**Instructions to follow**
Transcribe exactly the lines that fall between the one holding "g.lineJoin = 'round';" and the one holding "const toPath = rows", inclusive, from the entries below.

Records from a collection
################

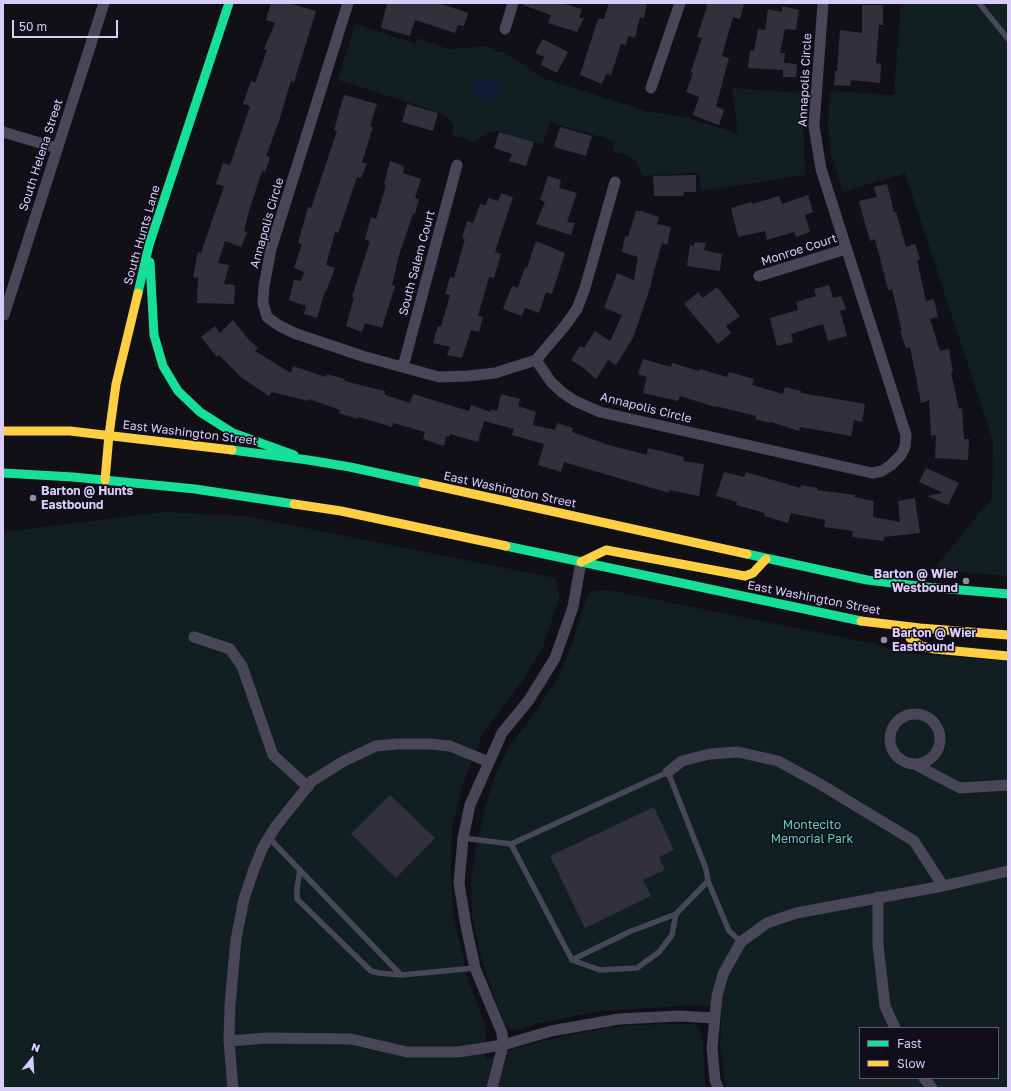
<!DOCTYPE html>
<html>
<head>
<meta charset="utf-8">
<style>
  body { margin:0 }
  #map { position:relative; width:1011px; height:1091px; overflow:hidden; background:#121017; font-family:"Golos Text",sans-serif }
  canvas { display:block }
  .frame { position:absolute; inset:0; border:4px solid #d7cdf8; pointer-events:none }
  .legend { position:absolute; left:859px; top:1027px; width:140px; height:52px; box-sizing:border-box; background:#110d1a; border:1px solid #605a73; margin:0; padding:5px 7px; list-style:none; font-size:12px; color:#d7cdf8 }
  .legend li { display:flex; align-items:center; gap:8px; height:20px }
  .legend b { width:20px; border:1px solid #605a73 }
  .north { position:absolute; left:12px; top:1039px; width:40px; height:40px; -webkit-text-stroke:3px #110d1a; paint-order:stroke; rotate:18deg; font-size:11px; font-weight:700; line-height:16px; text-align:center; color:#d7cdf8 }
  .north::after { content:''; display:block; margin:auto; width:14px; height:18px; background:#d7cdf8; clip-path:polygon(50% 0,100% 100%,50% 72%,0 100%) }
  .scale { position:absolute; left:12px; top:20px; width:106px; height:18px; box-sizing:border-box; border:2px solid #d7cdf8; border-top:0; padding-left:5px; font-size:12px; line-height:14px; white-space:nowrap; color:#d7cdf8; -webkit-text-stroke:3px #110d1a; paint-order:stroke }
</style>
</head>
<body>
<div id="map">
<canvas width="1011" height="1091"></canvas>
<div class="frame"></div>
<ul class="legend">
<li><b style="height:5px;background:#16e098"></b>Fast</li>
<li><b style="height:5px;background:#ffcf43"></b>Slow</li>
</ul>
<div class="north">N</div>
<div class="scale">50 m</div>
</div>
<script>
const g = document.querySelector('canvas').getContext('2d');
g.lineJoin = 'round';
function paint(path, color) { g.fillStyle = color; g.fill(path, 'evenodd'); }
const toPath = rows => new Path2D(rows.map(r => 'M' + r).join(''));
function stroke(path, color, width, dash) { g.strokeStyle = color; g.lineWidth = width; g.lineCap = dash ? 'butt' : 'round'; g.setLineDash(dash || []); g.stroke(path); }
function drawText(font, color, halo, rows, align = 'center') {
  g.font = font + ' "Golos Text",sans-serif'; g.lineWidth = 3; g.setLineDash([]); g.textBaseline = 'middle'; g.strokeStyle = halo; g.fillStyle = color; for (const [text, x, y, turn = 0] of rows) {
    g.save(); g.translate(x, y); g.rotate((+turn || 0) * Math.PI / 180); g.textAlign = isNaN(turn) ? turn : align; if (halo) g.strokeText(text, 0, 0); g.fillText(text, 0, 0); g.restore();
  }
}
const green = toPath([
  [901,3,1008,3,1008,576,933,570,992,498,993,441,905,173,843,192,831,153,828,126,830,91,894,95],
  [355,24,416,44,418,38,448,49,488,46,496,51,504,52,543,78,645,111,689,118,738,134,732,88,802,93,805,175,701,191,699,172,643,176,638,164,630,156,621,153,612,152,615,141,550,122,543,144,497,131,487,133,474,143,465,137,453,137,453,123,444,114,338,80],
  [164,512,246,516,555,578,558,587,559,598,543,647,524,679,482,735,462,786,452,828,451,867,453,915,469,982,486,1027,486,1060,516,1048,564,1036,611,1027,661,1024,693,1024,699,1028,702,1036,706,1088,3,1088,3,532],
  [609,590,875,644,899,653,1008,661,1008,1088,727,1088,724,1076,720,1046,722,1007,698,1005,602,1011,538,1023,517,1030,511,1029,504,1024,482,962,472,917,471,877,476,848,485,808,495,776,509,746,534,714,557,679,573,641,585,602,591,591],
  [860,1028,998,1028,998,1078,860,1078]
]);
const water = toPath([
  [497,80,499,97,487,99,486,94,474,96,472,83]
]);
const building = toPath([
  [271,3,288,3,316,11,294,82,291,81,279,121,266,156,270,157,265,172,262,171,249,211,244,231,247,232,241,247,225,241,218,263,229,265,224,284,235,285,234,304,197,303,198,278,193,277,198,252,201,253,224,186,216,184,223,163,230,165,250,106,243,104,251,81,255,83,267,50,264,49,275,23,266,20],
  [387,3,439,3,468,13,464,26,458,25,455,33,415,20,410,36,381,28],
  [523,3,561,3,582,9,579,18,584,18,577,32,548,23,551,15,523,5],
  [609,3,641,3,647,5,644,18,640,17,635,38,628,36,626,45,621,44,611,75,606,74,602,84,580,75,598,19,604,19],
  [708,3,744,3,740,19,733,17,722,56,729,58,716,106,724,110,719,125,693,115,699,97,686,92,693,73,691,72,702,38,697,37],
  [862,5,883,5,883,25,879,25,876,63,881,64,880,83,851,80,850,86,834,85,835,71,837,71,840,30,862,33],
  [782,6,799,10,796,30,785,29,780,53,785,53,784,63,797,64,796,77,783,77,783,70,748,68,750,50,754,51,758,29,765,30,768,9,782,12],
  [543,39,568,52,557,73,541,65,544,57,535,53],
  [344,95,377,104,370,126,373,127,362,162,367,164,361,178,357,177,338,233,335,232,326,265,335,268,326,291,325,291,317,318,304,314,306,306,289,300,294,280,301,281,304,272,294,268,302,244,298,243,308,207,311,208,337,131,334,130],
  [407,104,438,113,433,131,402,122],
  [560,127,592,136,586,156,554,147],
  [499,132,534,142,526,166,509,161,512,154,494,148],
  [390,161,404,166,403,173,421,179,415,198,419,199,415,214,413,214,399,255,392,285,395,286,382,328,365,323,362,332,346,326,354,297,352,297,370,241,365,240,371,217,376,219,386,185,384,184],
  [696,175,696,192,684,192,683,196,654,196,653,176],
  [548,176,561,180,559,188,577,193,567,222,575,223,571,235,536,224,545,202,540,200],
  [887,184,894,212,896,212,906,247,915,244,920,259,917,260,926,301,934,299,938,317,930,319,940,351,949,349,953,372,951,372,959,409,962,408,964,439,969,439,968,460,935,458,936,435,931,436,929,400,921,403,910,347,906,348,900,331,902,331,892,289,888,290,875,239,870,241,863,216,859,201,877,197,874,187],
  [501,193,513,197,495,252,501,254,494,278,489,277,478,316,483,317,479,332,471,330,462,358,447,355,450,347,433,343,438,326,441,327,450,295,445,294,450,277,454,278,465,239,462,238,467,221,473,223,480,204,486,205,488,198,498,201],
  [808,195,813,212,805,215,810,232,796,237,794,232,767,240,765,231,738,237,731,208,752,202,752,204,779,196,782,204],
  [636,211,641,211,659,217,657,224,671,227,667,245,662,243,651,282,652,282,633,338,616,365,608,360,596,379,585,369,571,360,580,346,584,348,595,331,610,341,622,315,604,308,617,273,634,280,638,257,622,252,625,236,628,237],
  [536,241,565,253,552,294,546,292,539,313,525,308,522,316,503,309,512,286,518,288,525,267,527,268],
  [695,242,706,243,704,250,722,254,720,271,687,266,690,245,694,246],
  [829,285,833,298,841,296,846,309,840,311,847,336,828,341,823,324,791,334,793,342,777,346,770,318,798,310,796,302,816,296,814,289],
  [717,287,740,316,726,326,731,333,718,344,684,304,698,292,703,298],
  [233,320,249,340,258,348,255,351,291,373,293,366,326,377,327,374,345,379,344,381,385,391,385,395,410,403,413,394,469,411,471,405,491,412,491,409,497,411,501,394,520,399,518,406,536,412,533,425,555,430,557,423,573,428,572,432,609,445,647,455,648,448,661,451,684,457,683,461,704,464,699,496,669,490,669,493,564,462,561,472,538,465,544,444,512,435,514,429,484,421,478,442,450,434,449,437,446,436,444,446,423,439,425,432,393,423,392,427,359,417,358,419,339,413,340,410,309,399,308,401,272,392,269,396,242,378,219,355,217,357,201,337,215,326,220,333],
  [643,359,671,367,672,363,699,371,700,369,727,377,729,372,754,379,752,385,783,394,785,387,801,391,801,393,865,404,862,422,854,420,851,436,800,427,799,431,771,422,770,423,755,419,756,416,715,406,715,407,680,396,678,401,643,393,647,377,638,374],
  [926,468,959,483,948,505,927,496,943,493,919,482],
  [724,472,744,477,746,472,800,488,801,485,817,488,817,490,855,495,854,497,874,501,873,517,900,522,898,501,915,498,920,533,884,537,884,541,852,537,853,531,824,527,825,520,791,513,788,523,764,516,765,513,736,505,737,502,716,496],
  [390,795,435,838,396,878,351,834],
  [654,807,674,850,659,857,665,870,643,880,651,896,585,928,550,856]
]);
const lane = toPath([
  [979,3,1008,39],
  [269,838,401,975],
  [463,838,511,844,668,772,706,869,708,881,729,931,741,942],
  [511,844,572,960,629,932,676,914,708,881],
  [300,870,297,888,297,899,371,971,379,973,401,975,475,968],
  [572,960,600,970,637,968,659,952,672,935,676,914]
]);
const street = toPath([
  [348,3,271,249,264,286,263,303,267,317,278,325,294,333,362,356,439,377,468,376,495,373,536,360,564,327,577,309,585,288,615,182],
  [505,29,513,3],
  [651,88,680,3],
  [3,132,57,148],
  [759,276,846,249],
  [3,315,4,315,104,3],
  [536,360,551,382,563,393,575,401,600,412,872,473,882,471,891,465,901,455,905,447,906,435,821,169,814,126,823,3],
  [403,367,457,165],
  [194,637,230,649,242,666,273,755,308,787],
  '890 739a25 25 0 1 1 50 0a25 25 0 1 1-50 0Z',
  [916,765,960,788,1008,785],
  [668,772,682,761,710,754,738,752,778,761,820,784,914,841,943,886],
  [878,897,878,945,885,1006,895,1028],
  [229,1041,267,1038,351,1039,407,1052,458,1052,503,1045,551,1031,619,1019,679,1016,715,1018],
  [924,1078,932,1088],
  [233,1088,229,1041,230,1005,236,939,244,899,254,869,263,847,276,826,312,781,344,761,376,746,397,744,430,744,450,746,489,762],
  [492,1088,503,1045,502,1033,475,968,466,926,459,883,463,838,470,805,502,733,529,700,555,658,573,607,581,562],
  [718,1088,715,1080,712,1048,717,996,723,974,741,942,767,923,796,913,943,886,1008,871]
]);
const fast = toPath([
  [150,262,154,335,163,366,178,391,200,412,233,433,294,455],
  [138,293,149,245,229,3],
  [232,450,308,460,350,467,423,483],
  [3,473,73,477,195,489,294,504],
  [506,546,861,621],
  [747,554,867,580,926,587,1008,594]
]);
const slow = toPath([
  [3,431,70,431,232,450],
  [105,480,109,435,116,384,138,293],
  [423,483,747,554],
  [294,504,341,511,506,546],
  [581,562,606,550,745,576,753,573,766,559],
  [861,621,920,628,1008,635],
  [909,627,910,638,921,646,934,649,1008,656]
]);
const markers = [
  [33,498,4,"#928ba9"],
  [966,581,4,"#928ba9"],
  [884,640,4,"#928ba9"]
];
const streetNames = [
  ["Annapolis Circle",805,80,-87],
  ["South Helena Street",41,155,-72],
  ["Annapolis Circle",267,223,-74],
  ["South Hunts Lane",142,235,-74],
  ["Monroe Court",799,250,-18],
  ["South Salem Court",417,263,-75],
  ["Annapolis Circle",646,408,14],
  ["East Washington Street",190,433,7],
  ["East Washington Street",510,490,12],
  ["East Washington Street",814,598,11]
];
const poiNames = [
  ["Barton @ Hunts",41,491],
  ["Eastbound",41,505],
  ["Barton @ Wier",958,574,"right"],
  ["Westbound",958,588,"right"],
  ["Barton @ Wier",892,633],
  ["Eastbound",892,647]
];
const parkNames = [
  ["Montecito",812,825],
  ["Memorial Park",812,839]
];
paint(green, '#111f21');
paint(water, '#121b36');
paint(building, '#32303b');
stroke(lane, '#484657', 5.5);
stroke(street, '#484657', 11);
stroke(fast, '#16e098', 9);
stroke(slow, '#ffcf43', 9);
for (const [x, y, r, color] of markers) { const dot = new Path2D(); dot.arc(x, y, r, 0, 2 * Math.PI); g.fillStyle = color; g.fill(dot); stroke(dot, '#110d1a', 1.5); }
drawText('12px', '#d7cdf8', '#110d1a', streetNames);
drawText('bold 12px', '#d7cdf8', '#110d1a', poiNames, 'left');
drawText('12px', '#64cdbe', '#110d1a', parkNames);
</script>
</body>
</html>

################

**Written solution**
g.lineJoin = 'round';
function paint(path, color) { g.fillStyle = color; g.fill(path, 'evenodd'); }
const toPath = rows => new Path2D(rows.map(r => 'M' + r).join(''));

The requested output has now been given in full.